La caissière n'est pas une esclave. Mais ce n'est pas une raison pour la draguer lourdement, ni pour lui raconter des vannes, car, hélas, vous vous croyez très drôle, tandis qu'elle les a déjà entendues dix fois. Quand le code-barres ne veut pas passer : « C'est gratuit ? » Présenter sa carte Vitale pour que ce soit remboursé par la sécu. « Salut, t'es russe ? » - authentique, garanti par moi, eh non, ce n'était pas moi – personne n'a ri, pourtant c'est fou le nombre de clients qui se prennent pour Gad el Maleh. Et qui terminent leur numéro entre deux agents, car il était destiné à vous endormir, mais vous connaissez tous les trucs, y compris celui de passer en trombe - attention, les gardiens connaisent les techniques de plaquage – ce sont souvent des Noirs : parce que le noir fait peur, ce qui est à peine raciste. Vous voyez, nous papillonnons, comme le petit livre d'Anna Sam, qui ne se départ jamais de sa bonne humeur, conservant ainsi toute sa capacité de persuasion : depuis, les clients se sont un peu calmés.
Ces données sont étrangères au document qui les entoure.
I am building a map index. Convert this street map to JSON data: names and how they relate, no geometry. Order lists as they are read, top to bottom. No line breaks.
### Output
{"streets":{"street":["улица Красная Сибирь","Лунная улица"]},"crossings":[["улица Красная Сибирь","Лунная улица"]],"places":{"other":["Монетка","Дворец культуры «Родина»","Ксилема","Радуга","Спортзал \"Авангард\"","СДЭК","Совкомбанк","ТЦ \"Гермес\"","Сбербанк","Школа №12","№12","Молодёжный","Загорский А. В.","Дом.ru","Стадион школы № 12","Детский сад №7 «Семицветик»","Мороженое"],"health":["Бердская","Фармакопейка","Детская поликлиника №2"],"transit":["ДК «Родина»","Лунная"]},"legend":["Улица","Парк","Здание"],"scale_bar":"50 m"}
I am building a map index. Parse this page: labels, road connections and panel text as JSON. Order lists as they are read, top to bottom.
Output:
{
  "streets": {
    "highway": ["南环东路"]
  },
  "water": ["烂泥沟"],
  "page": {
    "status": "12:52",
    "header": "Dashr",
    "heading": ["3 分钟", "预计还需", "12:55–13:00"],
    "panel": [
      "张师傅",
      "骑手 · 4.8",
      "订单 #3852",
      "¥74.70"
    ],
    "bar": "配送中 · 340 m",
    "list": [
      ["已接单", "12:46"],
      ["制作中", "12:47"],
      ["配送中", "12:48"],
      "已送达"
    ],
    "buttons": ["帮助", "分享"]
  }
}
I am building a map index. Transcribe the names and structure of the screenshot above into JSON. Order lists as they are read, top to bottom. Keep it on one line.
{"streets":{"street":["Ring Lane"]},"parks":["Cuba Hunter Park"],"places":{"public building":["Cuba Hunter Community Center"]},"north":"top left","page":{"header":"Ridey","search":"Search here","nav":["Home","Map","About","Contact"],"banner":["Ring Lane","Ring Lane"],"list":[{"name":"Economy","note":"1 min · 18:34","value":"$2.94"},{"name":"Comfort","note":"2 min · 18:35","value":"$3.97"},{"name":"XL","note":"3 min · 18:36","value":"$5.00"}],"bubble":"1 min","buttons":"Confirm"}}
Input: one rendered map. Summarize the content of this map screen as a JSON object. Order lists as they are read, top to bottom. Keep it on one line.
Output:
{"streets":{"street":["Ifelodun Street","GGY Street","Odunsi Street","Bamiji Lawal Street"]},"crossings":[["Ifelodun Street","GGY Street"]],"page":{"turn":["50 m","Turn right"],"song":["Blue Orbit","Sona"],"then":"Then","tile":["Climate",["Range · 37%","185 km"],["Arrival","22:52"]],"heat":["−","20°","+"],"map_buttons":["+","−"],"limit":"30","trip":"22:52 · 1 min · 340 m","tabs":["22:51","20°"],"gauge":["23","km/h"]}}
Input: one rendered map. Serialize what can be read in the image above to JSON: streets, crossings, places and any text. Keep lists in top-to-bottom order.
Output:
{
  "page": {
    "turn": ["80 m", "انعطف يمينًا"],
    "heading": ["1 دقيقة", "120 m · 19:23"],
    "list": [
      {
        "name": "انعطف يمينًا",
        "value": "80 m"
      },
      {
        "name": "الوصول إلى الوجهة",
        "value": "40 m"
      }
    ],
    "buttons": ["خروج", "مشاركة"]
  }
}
Ils sont parfois aimables à présent, les clients, vous lancent un « bon courage » sans prendre pour autant une tête d'enterrement ; ils vous voient au passage, échangent quelques mots qui vous changent de vos sempiternels « Vous avez la carte du magasin ? » ou de leur « fais pas chier » (si si, parce que le client avait plus de dix articles dans son chariot à la caisse « moins de dix articles »).